Here's whatchagottadoo:

1. Get the Jesus Endorsement

Show a picture of Jesus and Heathcliff Healthcare (seriously, how is there not a man, woman, or post-op transsexual dressed up in furry mascot suit yet?) with their arms over each other's shoulders, all smiles and birthday cake and Skittles. And a banner that says, "Jesus endorses the Obama healthcare plan and the public option!"

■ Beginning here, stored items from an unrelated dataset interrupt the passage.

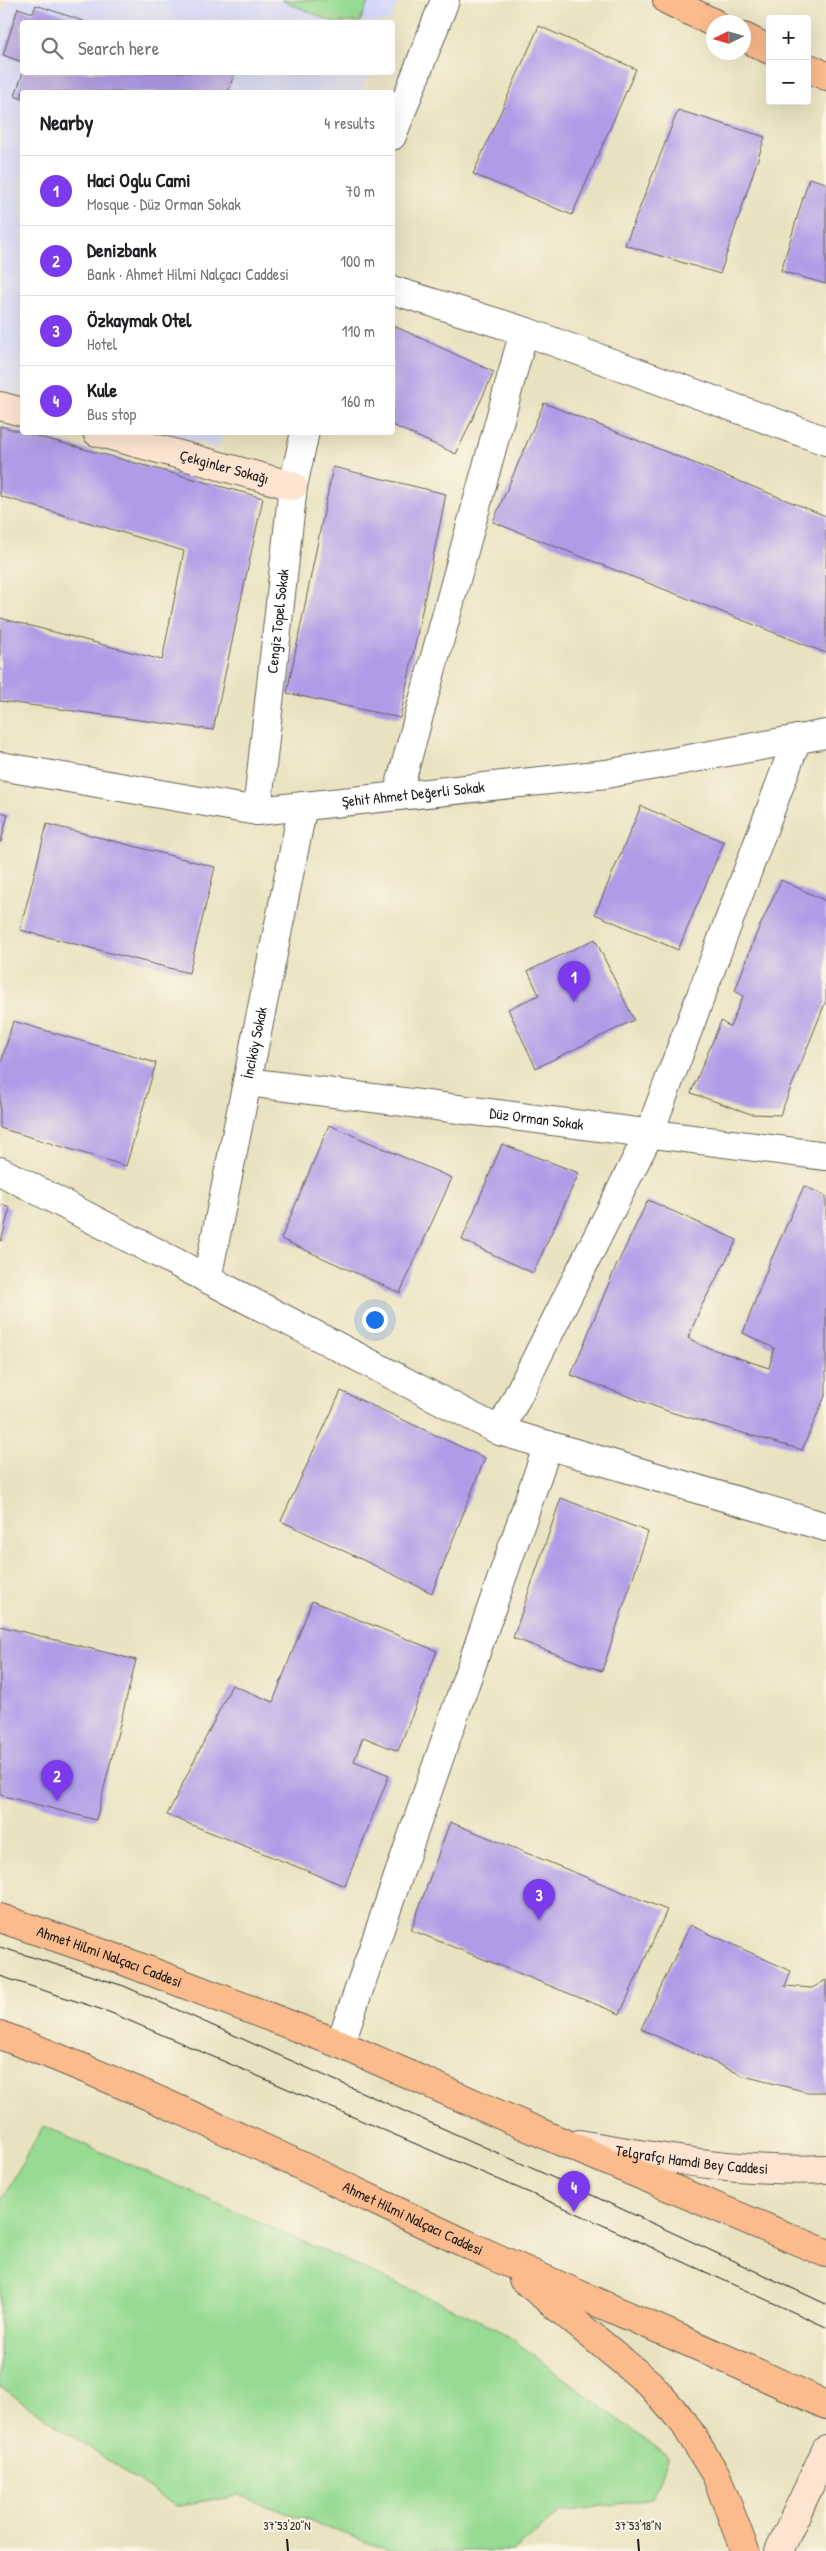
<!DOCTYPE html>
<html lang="en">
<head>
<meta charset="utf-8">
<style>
	:root { --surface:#fff; --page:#f2f2f2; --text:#202124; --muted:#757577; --line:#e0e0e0; --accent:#7c3aed }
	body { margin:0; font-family:"Patrick Hand",sans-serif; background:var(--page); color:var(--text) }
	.controls { position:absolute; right:15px; top:15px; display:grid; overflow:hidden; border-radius:5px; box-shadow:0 5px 20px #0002 }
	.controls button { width:45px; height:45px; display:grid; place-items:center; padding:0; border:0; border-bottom:1px solid var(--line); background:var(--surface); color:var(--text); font:25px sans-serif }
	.compass { position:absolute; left:706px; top:15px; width:45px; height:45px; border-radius:50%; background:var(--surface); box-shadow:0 5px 20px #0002; rotate:265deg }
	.you { position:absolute; left:374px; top:1319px; width:18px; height:18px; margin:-12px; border:4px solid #fff; border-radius:50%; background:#1a73e8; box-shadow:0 0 0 8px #1a73e833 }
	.badge { display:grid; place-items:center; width:32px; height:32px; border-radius:50%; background:var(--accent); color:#fff; font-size:16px; font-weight:700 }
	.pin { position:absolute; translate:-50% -41px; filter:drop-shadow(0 1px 2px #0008) }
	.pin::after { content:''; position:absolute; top:26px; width:18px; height:15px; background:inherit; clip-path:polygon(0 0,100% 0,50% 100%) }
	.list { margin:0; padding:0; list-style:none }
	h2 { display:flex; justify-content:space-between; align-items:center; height:65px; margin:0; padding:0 20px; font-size:21px }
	h2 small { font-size:16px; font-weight:400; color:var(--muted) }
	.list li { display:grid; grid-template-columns:32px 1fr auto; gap:15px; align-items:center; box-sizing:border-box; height:70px; padding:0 20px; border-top:1px solid var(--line) }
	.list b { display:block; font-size:19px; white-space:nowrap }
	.list p { margin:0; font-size:16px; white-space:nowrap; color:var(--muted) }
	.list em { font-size:16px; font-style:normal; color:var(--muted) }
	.icon { flex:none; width:28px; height:28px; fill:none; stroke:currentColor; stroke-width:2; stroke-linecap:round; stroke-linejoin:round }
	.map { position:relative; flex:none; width:826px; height:2551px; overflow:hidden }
	.search { position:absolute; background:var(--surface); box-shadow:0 5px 20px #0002; left:20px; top:20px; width:375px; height:55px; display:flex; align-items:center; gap:12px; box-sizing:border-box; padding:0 18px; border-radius:5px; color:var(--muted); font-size:19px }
	.panel { position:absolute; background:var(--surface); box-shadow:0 5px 20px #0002; left:20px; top:90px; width:375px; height:345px; border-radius:5px }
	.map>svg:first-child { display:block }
	.built { fill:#d5d8f9 }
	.green { fill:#97db93; stroke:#5a7c58 }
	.building { fill:#af9be7 }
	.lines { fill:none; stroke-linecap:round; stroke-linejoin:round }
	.street-casing { stroke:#646155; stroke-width:30 }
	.secondary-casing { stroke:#646155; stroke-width:30 }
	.primary-casing { stroke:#646155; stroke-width:30 }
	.street { stroke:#fff; stroke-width:28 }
	.secondary { stroke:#fde4d1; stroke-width:28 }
	.primary { stroke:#fbbb8c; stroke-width:28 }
	.tram { stroke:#1c1c1c; stroke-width:1 }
	.ticks { fill:none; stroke:#1c1c1c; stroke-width:2 }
	.labels { text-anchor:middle; stroke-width:4; stroke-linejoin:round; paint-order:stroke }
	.street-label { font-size:15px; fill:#1c1c1c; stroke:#fcf5e5 }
	.ticks-label { font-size:12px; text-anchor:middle; fill:#1c1c1c; stroke:#fcf5e5; stroke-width:4; stroke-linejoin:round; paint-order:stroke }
</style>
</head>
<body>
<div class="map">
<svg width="826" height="2551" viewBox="0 0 826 2551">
	<rect width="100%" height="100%" fill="#fcf5e5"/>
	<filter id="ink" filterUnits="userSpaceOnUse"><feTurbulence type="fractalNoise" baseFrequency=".02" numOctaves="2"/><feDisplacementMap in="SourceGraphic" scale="10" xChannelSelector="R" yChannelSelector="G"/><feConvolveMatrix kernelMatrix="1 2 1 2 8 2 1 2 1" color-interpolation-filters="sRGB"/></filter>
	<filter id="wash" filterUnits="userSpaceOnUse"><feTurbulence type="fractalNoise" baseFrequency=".0096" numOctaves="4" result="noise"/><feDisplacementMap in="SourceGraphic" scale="20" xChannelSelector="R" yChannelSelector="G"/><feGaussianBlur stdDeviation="1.12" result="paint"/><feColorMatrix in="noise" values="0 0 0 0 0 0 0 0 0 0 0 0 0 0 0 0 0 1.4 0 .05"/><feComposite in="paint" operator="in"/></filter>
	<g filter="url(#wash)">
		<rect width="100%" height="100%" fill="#e9e2c0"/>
		<path class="built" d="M7 0H399L390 22H22V72L369 73 361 92H22V395L0 389V19Z
			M162 433H224L218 448Z"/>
		<path class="green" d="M281 0H369L360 22H333Z
			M43 2126 499 2329 668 2457 652 2499 561 2512 514 2551H391L238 2495 175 2506 0 2387V2203Z"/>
		<g id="blocks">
			<path class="building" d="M36 5 86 22H22V62L3 55 18 8 33 13Z
				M539 26 636 69 572 215 473 174Z
				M23 72H235L228 92H22V99L15 96Z
				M678 110 765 137 720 274 625 245Z
				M809 178 826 183V284L781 271Z
				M392 325 494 372 456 454 392 425Z
				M544 403 826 516V653L493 522Z
				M0 426 263 498 213 730 0 701V618L162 660 184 551 0 496Z
				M333 467 446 494 400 718 287 693Z
				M641 806 724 842 678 950 595 914Z
				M0 812 8 814 1 842H0Z
				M47 824 215 867 189 973 20 930Z
				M781 880 826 901V1001L780 1115 751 1114 691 1093 721 1021 730 1027 743 996 735 991 755 937Z
				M595 939 634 1020 536 1068 508 1009 539 995 528 971Z
				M13 1021 156 1063 126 1166 0 1128V1067Z
				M329 1125 452 1178 400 1293 281 1239Z
				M502 1144 579 1173 533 1273 462 1240Z
				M804 1186 826 1196V1394L802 1450 670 1412 571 1375 613 1273 648 1200 737 1240 701 1307 688 1338 703 1346 769 1368 774 1348 743 1333 769 1264Z
				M0 1204 10 1208 1 1241H0Z
				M341 1391 485 1458 432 1593 281 1521Z
				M561 1498 648 1532 602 1671 513 1638Z
				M312 1601 437 1651 398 1751 363 1737 354 1761 389 1775 345 1886 167 1815 232 1685 273 1702Z
				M0 1626 136 1660 96 1820 0 1795Z
				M450 1822 667 1910 620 2014 411 1930Z
				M690 1925 791 1971 785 1986 812 1988 826 1980V2092H807L744 2076 641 2029Z"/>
		</g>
	</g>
	<g filter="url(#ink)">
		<use href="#blocks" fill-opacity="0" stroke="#646155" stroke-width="1"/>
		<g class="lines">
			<defs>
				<g id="street">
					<path d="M392 136 445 0"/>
					<path d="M392 290 524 331 826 441"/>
					<path id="s1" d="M0 766 257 811 606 774 826 734"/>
					<path d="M397 796 524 331"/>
					<path id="s2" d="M257 811 293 486 305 432"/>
					<path id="s3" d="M247 1082 826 1156"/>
					<path d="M0 1171 500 1431 826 1527"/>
					<path id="s4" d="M207 1279 303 806"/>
					<path d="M500 1431 649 1134 797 739"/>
					<path d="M340 2044 548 1445"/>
				</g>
				<g id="secondary">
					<path d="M0 406 22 412"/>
					<path id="s5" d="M97 432 293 486"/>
					<path id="s6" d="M579 2144C661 2158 743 2173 826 2169"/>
					<path d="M779 2551 826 2450"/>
				</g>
				<g id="primary">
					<path d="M667 0 714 23"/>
					<path d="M744 37 770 50"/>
					<path d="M807 67 826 76"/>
					<path id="s7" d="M0 1918 116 1958 340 2044 557 2140 826 2253"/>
					<path id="s8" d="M0 2035C161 2096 317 2174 473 2247 590 2301 710 2349 826 2405"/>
					<path d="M523 2279 649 2383 684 2423 716 2475 745 2551"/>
				</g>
			</defs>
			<use href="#street" class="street-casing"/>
			<use href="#secondary" class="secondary-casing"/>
			<use href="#primary" class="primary-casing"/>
			<use href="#street" class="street"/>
			<use href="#secondary" class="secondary"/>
			<use href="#primary" class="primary"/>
			<path class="tram" d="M0 1947 124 1986 583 2191 826 2304
				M0 1976 109 2012 574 2212 826 2327"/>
		</g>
	</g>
	<path class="ticks" d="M287 2539 288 2551M638 2539 639 2551"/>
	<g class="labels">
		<g class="street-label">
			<text dy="5" stroke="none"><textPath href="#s5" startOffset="132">Çekginler Sokağı</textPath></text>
			<text dy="5" stroke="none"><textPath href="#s2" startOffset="191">Cengiz Topel Sokak</textPath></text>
			<text dy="5" stroke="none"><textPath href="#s1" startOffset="418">Şehit Ahmet Değerli Sokak</textPath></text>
			<text dy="5" stroke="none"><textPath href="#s4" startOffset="241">İnciköy Sokak</textPath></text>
			<text dy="5" stroke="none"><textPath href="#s3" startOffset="292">Düz Orman Sokak</textPath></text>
			<text dy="5" stroke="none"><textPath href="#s7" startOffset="116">Ahmet Hilmi Nalçacı Caddesi</textPath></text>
			<text dy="5" stroke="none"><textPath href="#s6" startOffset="114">Telgrafçı Hamdi Bey Caddesi</textPath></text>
			<text dy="5" stroke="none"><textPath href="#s8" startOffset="452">Ahmet Hilmi Nalçacı Caddesi</textPath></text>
		</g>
	</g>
	<g class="ticks-label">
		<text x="287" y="2530">37°53'20"N</text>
		<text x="638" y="2530">37°53'18"N</text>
	</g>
</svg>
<div class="controls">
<button>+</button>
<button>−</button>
</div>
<svg class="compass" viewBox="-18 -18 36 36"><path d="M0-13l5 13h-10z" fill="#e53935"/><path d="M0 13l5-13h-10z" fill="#757577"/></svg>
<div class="you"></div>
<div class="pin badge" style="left:574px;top:1002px">1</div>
<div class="pin badge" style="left:57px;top:1801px">2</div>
<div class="pin badge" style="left:539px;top:1920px">3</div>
<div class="pin badge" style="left:574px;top:2212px">4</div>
<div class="search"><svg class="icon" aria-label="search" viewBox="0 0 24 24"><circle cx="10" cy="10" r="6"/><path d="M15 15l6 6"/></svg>Search here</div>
<section class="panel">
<h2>Nearby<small>4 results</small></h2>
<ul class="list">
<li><span class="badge">1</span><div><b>Haci Oglu Cami</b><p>Mosque · Düz Orman Sokak</p></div><em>70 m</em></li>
<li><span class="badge">2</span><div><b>Denizbank</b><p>Bank · Ahmet Hilmi Nalçacı Caddesi</p></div><em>100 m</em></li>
<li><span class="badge">3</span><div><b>Özkaymak Otel</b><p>Hotel</p></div><em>110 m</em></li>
<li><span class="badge">4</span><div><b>Kule</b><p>Bus stop</p></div><em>160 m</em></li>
</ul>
</section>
</div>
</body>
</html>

Then you get Jesus to write a statement on his facebag page like Sarah Palin did. For instance:
I support the Obama healthcare plan because there are like 300 million Americans and I am totally fucking exhausted from having to answer prayers from people without insurance. Come on, mankind. Do you have any idea how many wide wide receivers there are that need My help to catch touchdown passes? Go Steelers! JK! LOL! My point is that I am a Busy Dude. I don't have time for that AND sick people. What am I, Superman? LOL.

Also, from what I hear up in Heaven, Obama's a pretty great guy. Then again, We really don't get that that many Republican voters visiting the Great Death Panel in the Sky.
See? Piece o' cake, teh Obama!

And then you can stand there at your town halls and be like, "who's gonna fuck with Jesus? You gonna fuck with Jesus?" Then you throw down the microphone, walk off stage, and write me a thank-you card.

2. Get Harry Potter to Bounce at Your Town Hall Meetings

People wanna show up with guns, I have a real simple fix. It's called magic. I read about it in Hogwarts, A History.

Psych! That is totally not where I read about it.

But cereal, teh Obama, this is Problem Solving 101. If you have a leaky pipe, you call a plumber. If you have people calling you a Nazi and carrying rifles and handguns to your rallies, you get Harry Potter out there to run your crowd control operation. Dude handled a fully-grown cave troll when he was 11! (SPOILER ALERT.) AND he beat freaking Voldemort! (SPOILER ALERT x2.) Some whacked-out muggle with a big metal stick isn't gonna be much of a threat.

Of course, those same asshole protesters who are out there with signs calling you a Nazi will probably show up with new signs that say "you can expelliarmus our guns, but you can't expelliarmus our ridiculous overblown partisan rancor!" But the joke's on them because yes, we can.